■ REQUIRED ACTION
When you return the data, keep every word exact and include none of the images.

Records from a dataset
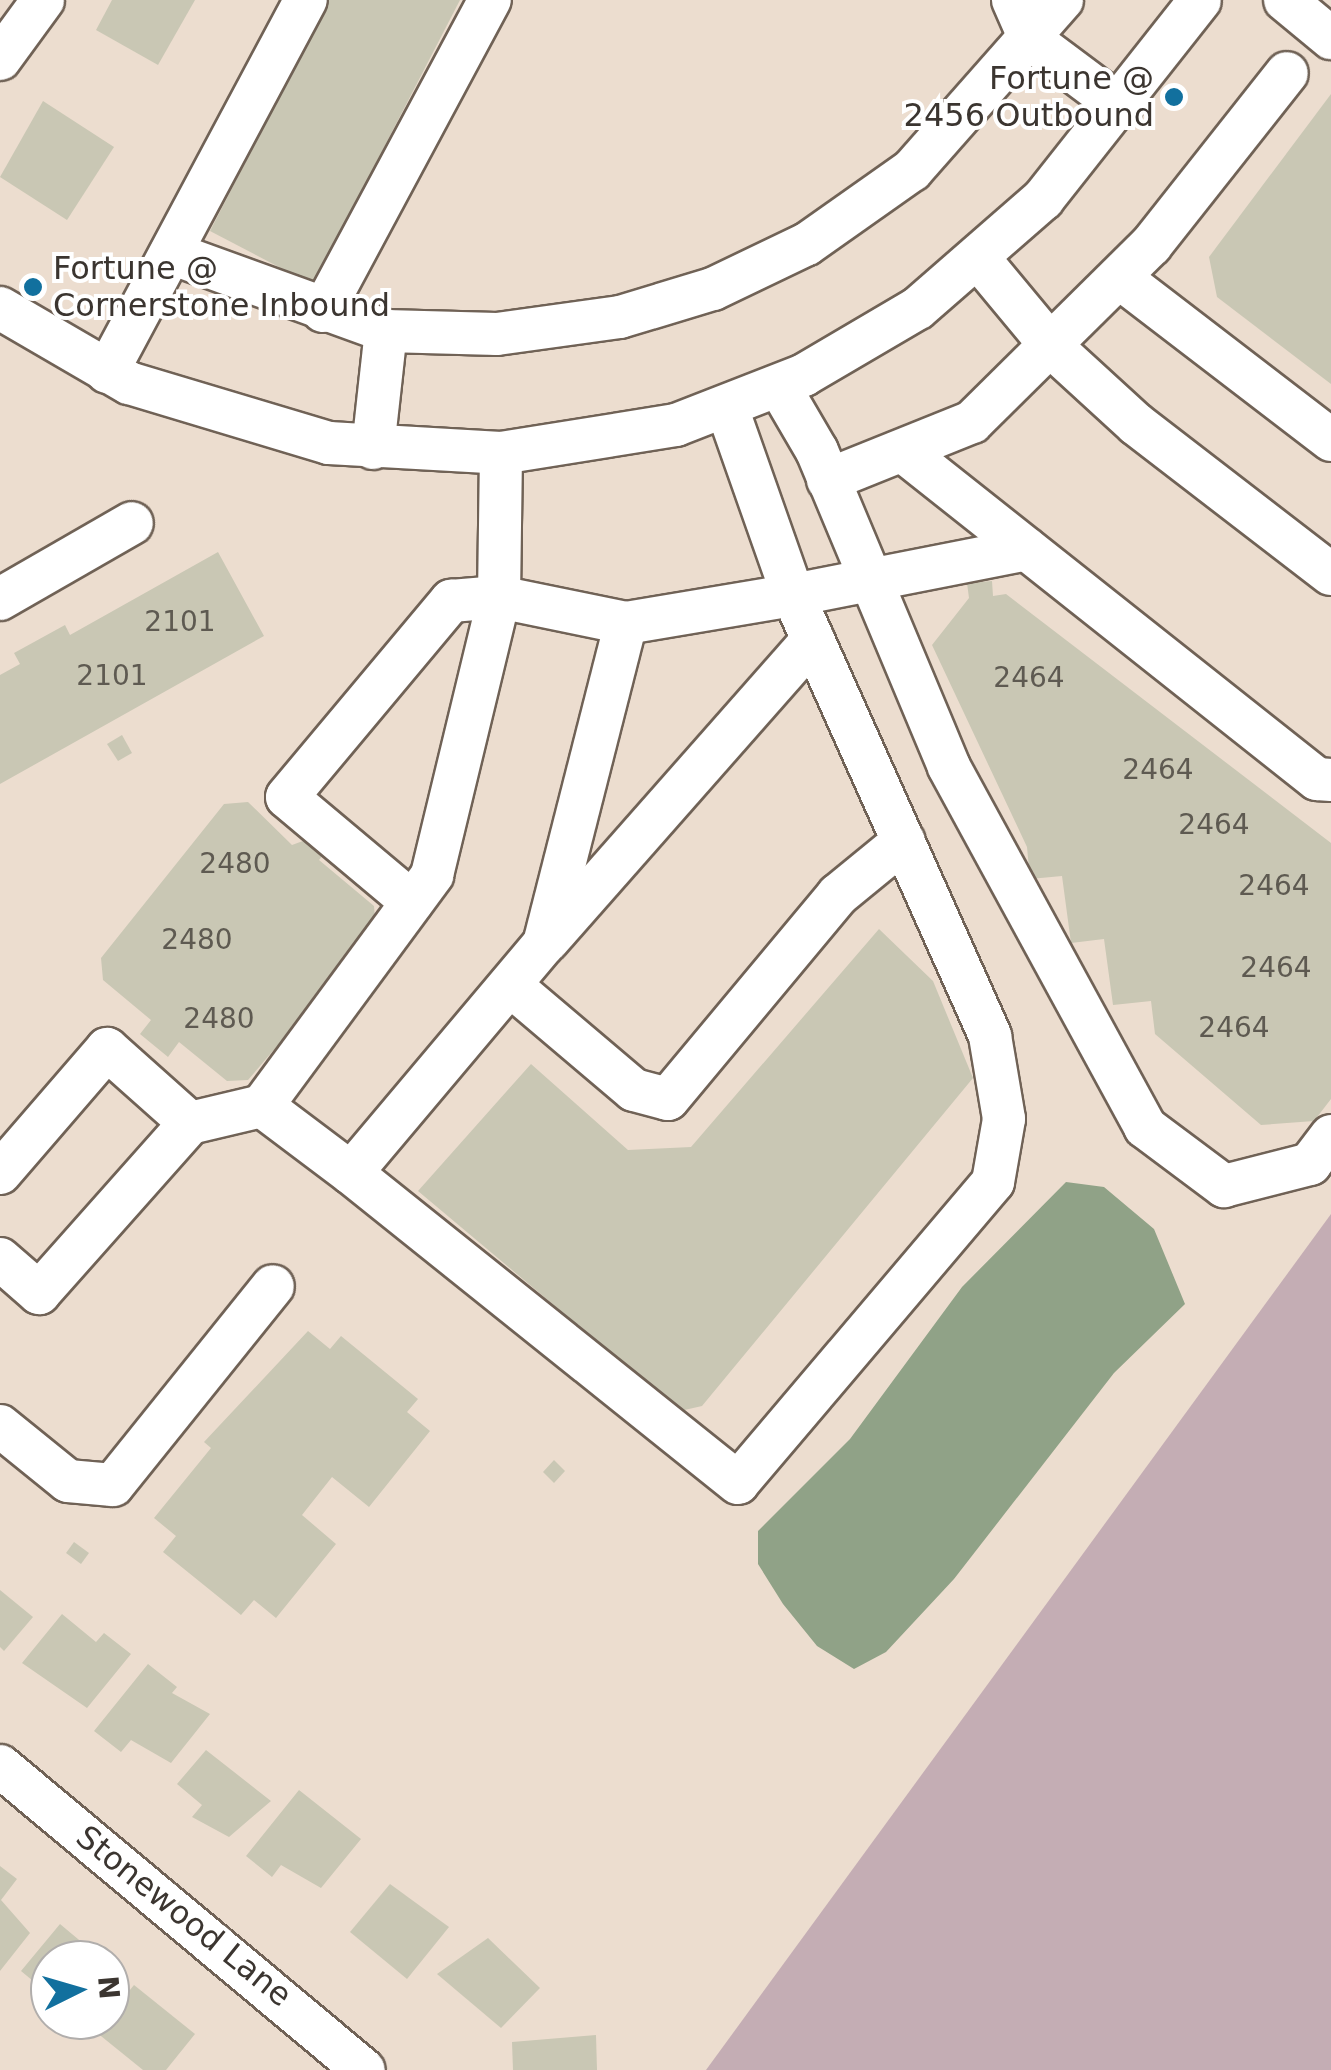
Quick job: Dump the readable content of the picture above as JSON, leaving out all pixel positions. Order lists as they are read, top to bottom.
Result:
{
  "streets": {
    "street": ["Stonewood Lane"]
  },
  "places": ["Fortune @ 2456 Outbound", "Fortune @ Cornerstone Inbound"],
  "house_numbers": [
    "2101",
    "2101",
    "2464",
    "2464",
    "2464",
    "2480",
    "2464",
    "2480",
    "2464",
    "2480",
    "2464"
  ],
  "north": "right"
}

■ WRITTEN SOLUTION
Quick job: Dump the readable content of the picture above as JSON, leaving out all pixel positions. Order lists as they are read, top to bottom.
Result:
{
  "streets": {
    "street": ["Stonewood Lane"]
  },
  "places": ["Fortune @ 2456 Outbound", "Fortune @ Cornerstone Inbound"],
  "house_numbers": [
    "2101",
    "2101",
    "2464",
    "2464",
    "2464",
    "2480",
    "2464",
    "2480",
    "2464",
    "2480",
    "2464"
  ],
  "north": "right"
}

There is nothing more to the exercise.